It's about time someone wrote an opera about the internet. And who better than Nico Muhly - snarky blogger, snappy Tweeter, and according to the Daily Telegraph "the hottest young composer around"? Add seasoned playwright Craig Lucas, top Broadway director Bartlett Sher and some of Britain's finest singers, and you might expect them to cook up a success. The ingredients do sound promising, but the souffle fails to rise.
It's not spectacularly bad. Perhaps in recognition of the production's future transfer to the very conservative Metropolitan Opera in New York, both music and staging are tame (though anyone easily shocked should be warned of a couple of graphic on-stage masturbation scenes). In the end, it is perhaps this lack of adventure which is its downfall.
Muhly's premise is certainly fascinating. A 16 year old boy stabs a 13 year old he met in an internet chatroom. It turns out he's been tricked into attempted murder by the younger boy himself, who assumed various online disguises - a girl, a spy, a homicidal gardener - to spin his story.
The tale is told in flashback, as a hard-bitten and improbably internet-inept policewoman (shades of Prime Suspect) slowly puts together its pieces. The attentive audience member will probably solve the puzzle in minutes though.

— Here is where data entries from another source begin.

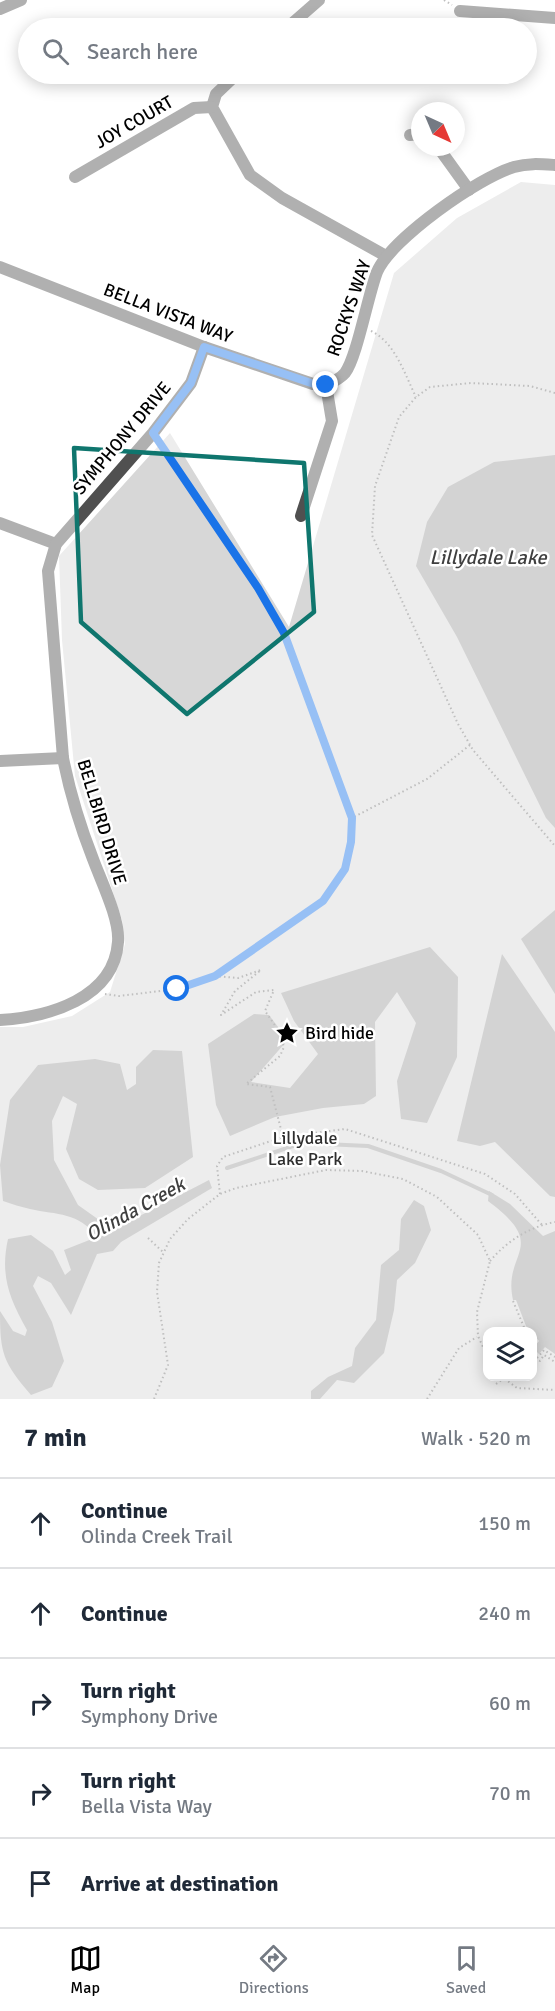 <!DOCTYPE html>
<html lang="en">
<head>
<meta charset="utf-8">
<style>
  :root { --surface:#fff; --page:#f2f2f3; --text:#1f2937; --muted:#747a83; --line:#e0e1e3; --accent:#000 }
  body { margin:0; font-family:Signika,sans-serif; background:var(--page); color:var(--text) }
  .controls { position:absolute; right:18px; bottom:18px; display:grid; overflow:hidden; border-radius:12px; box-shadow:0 3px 15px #0003 }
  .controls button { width:54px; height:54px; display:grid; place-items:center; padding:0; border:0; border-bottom:2px solid var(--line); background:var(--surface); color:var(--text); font:30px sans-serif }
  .compass { position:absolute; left:411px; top:102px; width:54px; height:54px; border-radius:50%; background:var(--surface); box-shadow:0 3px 15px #0003; rotate:136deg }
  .stop { position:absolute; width:18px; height:18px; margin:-14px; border:4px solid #1a73e8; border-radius:50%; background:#fff }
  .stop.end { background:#1a73e8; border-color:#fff; box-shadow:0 2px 6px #0008 }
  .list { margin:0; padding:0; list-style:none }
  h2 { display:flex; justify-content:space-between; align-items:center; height:78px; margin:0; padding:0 24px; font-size:26px }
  h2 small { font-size:20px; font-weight:400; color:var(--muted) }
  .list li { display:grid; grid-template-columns:39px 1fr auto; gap:18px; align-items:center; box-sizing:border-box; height:90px; padding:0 24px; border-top:2px solid var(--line) }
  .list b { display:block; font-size:22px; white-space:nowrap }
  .list p { margin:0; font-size:20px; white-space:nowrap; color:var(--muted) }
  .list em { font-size:20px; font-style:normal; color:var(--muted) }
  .icon { flex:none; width:33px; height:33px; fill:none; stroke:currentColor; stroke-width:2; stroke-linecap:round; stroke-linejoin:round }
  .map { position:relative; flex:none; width:555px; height:1399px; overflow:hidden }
  .search { position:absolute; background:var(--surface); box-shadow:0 3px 15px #0003; left:18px; right:18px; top:18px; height:66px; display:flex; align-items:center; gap:15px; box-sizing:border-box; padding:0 21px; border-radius:33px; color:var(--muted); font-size:22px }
  .sheet { height:528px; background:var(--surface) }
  nav { display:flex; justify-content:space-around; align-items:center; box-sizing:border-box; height:84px; border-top:2px solid var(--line); background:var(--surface); font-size:16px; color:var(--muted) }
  nav a { display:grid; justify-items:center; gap:3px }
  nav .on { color:var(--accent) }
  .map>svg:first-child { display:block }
</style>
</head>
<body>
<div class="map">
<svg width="555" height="1399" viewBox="0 0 555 1399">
  <rect width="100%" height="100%" fill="#fff"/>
  <!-- green -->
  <path fill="#d7d7d7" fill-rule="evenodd" d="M521,182L555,185V1399H0V1027H23L72,1016L110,992L125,944L122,920L75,776L62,640L59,556L170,433L289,627L394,273L457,218ZM488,1332H532V1376H488Z"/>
  <!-- water -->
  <g fill="#9e9e9e">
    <path d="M555,455V828L546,818L457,637L416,566L427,522L448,487L494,462Z"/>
    <path d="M555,910V994L521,939Z"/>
    <path d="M430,947L458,977L457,1057L427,1123L401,1119L397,1081L416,1023L397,992L375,1022L376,1096L364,1104L323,1108L275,1117L230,1136L216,1105L208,1044L254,1014L269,1015L284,1035L285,1043L251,1082L290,1088L318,1054L294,1021L281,993Z"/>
    <path d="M502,954L555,1032V1197L550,1196L495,1142L480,1146L457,1141Z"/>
    <path d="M153,1050L182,1051L193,1157L145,1188L98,1190L79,1179L66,1149L77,1104L63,1096L52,1121L54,1160L78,1205L109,1227L128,1222L209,1180L212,1188L121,1242L113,1251L97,1254L71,1315L51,1283L38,1276L33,1286L52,1322L64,1361L52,1387L31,1395C3,1362 0,1354 0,1311L13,1331L25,1336L27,1330C9,1298 0,1275 8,1239L31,1235L53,1251L65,1275L71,1270L64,1250L97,1237C79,1212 57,1215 30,1209C21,1207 12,1204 3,1201L0,1165L10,1100L38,1065L95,1059L120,1064L127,1090L136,1084V1067Z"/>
    <path d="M489,1191L510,1204L543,1236L555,1231V1354L545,1347L539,1354L533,1348L539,1341L526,1326L516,1300H513C502,1251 551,1248 488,1201Z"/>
    <path d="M414,1200L424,1206L431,1230L415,1263L397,1280L394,1310L384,1353L354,1383L337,1380L320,1399H311V1391L328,1377L352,1366L355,1348L376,1320L381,1265L399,1250L401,1219Z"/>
  </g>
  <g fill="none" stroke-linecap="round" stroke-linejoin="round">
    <!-- stream -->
    <path stroke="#9e9e9e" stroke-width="4" d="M227,1168L302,1143L368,1146L441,1171L492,1195"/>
    <!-- path -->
    <g stroke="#727272" stroke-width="2" stroke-dasharray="1.5 3" stroke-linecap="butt">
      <path d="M444,0L452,5"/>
      <path d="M371,331C395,342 405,375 416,397"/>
      <path d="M555,393L530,386L471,383L430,387L416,397L399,417L375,486L372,535L458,724L473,750L555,846"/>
      <path d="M160,444L258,588L284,633L352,818"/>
      <path d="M215,976L238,978L261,970L235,991L221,1015L256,992L274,990L265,1011L279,1031L284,1047L280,1056L246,1084L270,1087L283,1137"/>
      <path d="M105,994L119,996L177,989L215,976L323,901L345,869L351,842L352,818L427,779L470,745"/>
      <path d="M220,1194L217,1166L223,1157L283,1137L345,1129L485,1174L515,1194L542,1225"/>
      <path d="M148,1238L164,1253"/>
      <path d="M490,1261C507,1241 529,1227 555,1222"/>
      <path d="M513,1301L526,1332"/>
      <path d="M532,1339L536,1342L532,1346"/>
      <path d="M532,1354L538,1349"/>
      <path d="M532,1355L540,1361L544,1355L555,1362"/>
      <path d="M537,1358L544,1350L555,1357"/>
      <path d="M501,1376L517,1388L555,1390"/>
      <path d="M496,1384L507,1376"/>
      <path d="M154,1399L168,1365L157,1292L159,1263L170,1239L188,1219L220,1194L236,1188L326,1170L362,1171L403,1179L437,1197L478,1235L490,1261L477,1312L478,1336L488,1358"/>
      <path d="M427,1399L459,1348L477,1337"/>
    </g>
    <!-- minor -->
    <g stroke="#505050" stroke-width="12">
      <path d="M0,9L21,0"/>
      <path d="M460,11L555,18"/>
      <path d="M287,28L319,0"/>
      <path d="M237,74L216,94L212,107L250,175L282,198L386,256"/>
      <path d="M410,135L420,134"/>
      <path d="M438,147L469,190"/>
      <path d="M75,177L194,108L212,107"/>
      <path d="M0,267L204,347L313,384L326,385"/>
      <path d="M301,516L332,421L326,385C333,382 340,379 345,373C357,357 368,295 377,272C391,239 479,177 514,167C528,163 540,164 555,165"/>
      <path d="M0,523L56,544"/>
      <path d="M0,761L63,758"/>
      <path d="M0,1020C48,1017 114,999 118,942C120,919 101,881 93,859C80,826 70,793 63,758L48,571L56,544L153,433L191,383L204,347"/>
    </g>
  </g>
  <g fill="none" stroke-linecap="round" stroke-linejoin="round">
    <!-- route -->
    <path stroke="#1a73e8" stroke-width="8" d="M177,989L215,976L323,901L345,869L351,842L352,818L284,633L258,588L153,433L191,383L204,347L314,384L326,385"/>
  </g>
  <!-- marked area -->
  <path d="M0 0H555V1399H0ZM74,448L304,463L314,612L187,714L81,622Z" fill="#fff" fill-opacity=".55" fill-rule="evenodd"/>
  <path fill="none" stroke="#0f766e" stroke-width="4.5" stroke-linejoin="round" d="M74,448L304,463L314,612L187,714L81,622Z"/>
  <!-- icons -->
  <defs>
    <g id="sight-bare" transform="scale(1.8)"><path d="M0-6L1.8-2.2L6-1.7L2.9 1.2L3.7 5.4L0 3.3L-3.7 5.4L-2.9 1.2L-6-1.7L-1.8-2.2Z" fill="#000" stroke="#fff" stroke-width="2.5" paint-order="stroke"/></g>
  </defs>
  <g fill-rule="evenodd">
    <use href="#sight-bare" x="287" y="1033"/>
  </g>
  <g text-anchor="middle" stroke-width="5" stroke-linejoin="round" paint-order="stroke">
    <!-- street labels -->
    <g font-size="18" fill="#000" stroke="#fff">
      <text transform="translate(134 122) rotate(-30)" y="6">JOY COURT</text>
      <text transform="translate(349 308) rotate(-71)" y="6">ROCKYS WAY</text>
      <text transform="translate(168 313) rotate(21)" y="6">BELLA VISTA WAY</text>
      <text transform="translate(122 438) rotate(-50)" y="6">SYMPHONY DRIVE</text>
      <text transform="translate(102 822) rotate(73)" y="6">BELLBIRD DRIVE</text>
    </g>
    <!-- poi labels -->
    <g font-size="18" fill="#000" stroke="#fff" text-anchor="start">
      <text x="305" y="1039">Bird hide</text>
    </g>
    <!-- park labels -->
    <g font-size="18" fill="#2e2e2e" stroke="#fff">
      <text x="305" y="1144">Lillydale<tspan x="305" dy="21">Lake Park</tspan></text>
    </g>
    <!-- water labels -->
    <g font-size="20" font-style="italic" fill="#3f3f3f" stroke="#fff">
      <text x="488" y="564">Lillydale Lake</text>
      <text transform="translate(135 1209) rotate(-29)" y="7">Olinda Creek</text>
    </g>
  </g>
</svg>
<div class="controls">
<button><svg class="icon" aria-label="layers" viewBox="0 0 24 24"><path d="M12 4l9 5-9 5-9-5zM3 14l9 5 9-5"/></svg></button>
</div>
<svg class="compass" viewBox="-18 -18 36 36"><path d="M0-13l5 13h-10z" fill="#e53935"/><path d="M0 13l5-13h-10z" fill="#747a83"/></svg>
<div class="stop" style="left:177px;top:989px"></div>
<div class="stop end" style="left:326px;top:385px"></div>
<div class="search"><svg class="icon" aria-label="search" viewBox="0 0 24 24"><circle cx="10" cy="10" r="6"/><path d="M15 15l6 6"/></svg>Search here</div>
</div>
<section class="sheet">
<h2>7 min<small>Walk · 520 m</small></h2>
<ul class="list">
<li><svg class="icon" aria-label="ahead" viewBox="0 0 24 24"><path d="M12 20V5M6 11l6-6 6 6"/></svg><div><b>Continue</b><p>Olinda Creek Trail</p></div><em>150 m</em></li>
<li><svg class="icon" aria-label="ahead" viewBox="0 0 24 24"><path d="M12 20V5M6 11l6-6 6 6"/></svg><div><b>Continue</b></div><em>240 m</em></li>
<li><svg class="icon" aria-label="right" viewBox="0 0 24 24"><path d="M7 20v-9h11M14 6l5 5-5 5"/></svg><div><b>Turn right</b><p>Symphony Drive</p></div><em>60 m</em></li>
<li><svg class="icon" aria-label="right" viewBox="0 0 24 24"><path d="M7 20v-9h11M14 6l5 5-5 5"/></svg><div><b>Turn right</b><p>Bella Vista Way</p></div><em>70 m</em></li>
<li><svg class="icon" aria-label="arrive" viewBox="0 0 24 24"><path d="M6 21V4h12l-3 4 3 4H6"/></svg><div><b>Arrive at destination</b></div></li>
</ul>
</section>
<nav>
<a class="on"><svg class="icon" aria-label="map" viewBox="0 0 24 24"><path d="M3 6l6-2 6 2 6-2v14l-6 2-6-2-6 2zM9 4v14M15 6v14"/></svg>Map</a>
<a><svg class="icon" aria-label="directions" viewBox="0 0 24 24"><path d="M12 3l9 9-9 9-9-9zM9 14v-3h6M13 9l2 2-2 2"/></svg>Directions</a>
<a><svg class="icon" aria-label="saved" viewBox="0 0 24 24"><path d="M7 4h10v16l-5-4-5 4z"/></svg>Saved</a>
</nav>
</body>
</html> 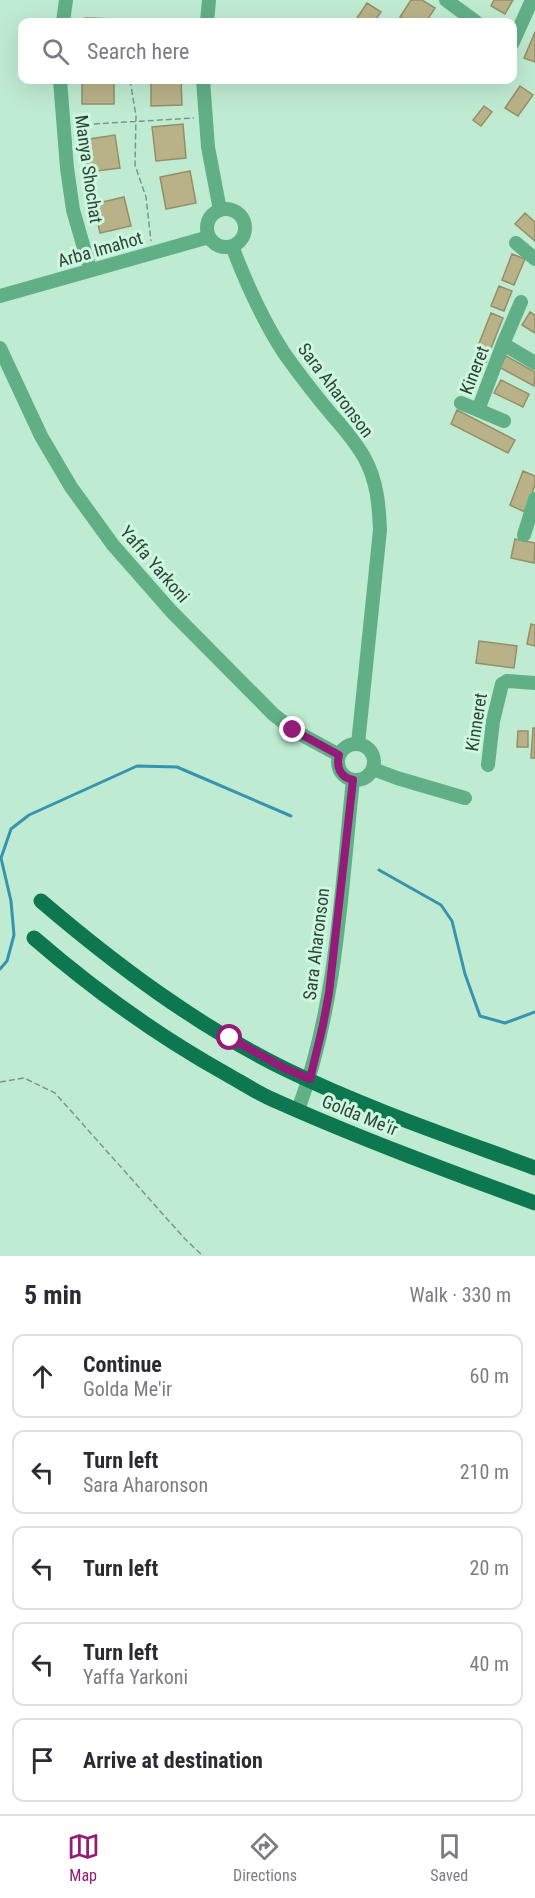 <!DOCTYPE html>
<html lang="en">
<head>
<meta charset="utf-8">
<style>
  :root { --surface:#fff; --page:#f2f2f3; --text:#2b2b33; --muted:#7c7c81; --line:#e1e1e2; --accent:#941b77 }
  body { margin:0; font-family:"Roboto Condensed",sans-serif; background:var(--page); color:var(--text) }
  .stop { position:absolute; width:18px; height:18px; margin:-14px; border:4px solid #941b77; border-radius:50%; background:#fff }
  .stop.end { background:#941b77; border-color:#fff; box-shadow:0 2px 6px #0008 }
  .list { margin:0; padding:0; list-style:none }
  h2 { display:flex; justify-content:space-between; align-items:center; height:78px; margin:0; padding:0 24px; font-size:26px }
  h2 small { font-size:20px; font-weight:400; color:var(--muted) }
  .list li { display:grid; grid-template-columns:39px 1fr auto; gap:18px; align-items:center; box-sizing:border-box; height:84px; margin:0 12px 12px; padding:0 12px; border:2px solid var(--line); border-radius:12px }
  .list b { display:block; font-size:22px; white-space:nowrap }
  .list p { margin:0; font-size:20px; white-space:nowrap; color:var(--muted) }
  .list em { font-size:20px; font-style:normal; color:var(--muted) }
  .icon { flex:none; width:33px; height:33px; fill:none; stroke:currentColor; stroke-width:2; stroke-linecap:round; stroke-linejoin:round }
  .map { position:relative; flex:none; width:535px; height:1256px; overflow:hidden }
  .search { position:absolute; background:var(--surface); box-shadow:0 6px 24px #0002; left:18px; right:18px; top:18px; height:66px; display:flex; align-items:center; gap:15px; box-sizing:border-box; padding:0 21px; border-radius:12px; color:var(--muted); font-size:22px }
  .sheet { height:558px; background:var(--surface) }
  nav { display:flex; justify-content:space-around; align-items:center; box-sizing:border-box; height:84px; border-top:2px solid var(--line); background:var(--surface); font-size:16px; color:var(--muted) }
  nav a { display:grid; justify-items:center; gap:3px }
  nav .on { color:var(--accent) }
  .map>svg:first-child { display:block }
</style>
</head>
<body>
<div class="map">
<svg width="535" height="1256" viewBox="0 0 535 1256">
  <rect width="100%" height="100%" fill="#bfebd2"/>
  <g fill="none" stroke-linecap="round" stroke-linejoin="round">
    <!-- stream -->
    <path stroke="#3794af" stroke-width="3" d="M379,870l62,35 11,16 13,53 15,42 25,7 30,-11
      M0,969l7,-8 7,-26 -3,-34 -10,-43 10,-29 18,-14 108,-49 40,1 114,49"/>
  </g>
  <!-- building -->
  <path fill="#b9b289" stroke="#958f66" stroke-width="1.5" d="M411,0h11l13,8 -9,14h-16l-10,-5z
    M494,0h19l-8,14 -14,-8z
    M367,3l14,9 -7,10h-10l-7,-4z
    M85,18l31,1v3h-32z
    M535,32v30l-11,-4z
    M82,80h32v24h-32z
    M151,80h30l1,25 -31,1z
    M520,86l13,9 -15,21 -13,-8z
    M484,106l8,6 -11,14 -8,-6z
    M183,124l3,34 -30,3 -4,-34z
    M115,135l5,33 -32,4 -5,-32z
    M190,171l6,32 -30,6 -6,-32z
    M124,197l7,29 -31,7 -6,-29z
    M525,213l10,9v19l-20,-17z
    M512,254l13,5 -11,26 -12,-5z
    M499,286l13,5 -8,20 -13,-5z
    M530,312l5,3v18l-13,-8z
    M491,313l12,5 -13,33 -12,-5z
    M478,354l10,4 -14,33 -9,-3z
    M506,356l29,16 -1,14 -35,-19z
    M501,380l28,14 -6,13 -29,-14z
    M457,410l58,30 -7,13 -57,-29z
    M523,471l12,5v9l-10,27 -15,-7z
    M515,539l20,4 -1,20 -23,-5z
    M531,624l4,1v21l-8,-2z
    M479,641l38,5 -3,22 -38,-5z
    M533,728h2v30h-4z
    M518,731h10v16h-11z"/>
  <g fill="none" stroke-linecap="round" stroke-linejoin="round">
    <!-- path -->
    <path stroke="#789886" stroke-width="1.5" stroke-dasharray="6 3" stroke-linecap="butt" d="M138,22l1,-1
      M130,80l6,36 -1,49 11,32 5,44
      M76,125l118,-7
      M0,1082l24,-4 31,15 130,146 18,17"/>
    <!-- minor -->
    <path stroke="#61af87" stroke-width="14" d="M446,0l30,22
      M63,22l3,-22
      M207,22l2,-22
      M512,44l20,-44
      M60,80l7,88 6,42 15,52
      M203,80l5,67 12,63
      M207 228a19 19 0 1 1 38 0a19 19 0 1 1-38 0Z
      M516,243l19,16
      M232,246c14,37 30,73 52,107 15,21 31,42 48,62 12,14 24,27 33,44 12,22 14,46 15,71l-22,214
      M0,296l209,-59
      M521,302l-18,42 32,19
      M503,344l-25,66 26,11
      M0,348l41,88 30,51 42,58 58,66 102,103 20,16 46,25
      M461,403l17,7
      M524,535l11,-36
      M338 762a18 18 0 1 1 36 0a18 18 0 1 1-36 0Z
      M488,765l5,-44 9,-37 5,-3 28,2
      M373,769l24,9 68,20
      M298,1110c39,-105 43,-219 55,-330"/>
    <!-- major -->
    <path stroke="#0d784f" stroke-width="15" d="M41,901c75,64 155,124 244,168 80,39 166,68 250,99
      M34,938c60,52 124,98 194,137 16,9 31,19 48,26 85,38 172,70 259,102"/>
  </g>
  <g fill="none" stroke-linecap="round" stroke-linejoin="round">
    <!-- route -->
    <path stroke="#941b77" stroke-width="8" d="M230,1038l54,30 26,11 13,-54 6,-32 24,-213c-13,-3 -17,-13 -14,-25l-46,-25"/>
  </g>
  <g text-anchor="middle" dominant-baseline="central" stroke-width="6" stroke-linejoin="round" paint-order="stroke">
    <!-- street labels -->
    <g font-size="18" fill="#304238" stroke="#ccf8df">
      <text transform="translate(89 169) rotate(82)">Manya Shochat</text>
      <text transform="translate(100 249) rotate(-16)">Arba Imahot</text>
      <text transform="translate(474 370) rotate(-69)">Kineret</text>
      <text transform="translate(336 390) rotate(53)">Sara Aharonson</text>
      <text transform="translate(155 564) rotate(49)">Yaffa Yarkoni</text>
      <text transform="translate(476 722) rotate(-81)">Kinneret</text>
      <text transform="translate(316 944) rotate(-83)">Sara Aharonson</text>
      <text transform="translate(360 1115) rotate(22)">Golda Me'ir</text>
    </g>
  </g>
</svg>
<div class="stop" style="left:230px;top:1038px"></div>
<div class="stop end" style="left:293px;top:730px"></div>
<div class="search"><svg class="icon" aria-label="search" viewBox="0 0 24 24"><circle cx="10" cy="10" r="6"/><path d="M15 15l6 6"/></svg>Search here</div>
</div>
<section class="sheet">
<h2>5 min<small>Walk · 330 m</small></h2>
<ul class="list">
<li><svg class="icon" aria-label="ahead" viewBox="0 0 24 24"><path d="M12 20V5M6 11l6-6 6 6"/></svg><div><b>Continue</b><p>Golda Me'ir</p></div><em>60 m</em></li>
<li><svg class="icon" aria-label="left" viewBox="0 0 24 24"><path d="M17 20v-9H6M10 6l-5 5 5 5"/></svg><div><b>Turn left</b><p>Sara Aharonson</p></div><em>210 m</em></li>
<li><svg class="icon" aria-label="left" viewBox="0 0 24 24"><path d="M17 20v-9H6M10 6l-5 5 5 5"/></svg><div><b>Turn left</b></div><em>20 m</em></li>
<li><svg class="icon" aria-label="left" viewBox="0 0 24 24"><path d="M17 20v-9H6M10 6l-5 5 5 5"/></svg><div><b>Turn left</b><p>Yaffa Yarkoni</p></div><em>40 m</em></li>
<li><svg class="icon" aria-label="arrive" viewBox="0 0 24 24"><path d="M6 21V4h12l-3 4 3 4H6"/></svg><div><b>Arrive at destination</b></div></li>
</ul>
</section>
<nav>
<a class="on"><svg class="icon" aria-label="map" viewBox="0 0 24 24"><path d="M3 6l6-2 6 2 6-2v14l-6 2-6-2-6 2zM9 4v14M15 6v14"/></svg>Map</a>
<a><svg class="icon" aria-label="directions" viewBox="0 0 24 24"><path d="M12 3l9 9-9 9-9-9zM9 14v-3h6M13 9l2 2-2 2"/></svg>Directions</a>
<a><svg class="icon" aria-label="saved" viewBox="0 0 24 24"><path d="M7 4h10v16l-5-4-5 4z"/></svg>Saved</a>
</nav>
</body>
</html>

Dramatic tension is fatally lacking. Whether traditional or modern, opera thrives on grand gestures and overwhelming emotions. Two Boys is short of both. The action unfolds slowly and predictably. Even the stabbing itself oddly lacks impact. Neatly orchestrated, Muhly's music mostly just burbles along contentedly beneath like a polite movie soundtrack (a genre in which his efforts, including The Reader, have been widely praised).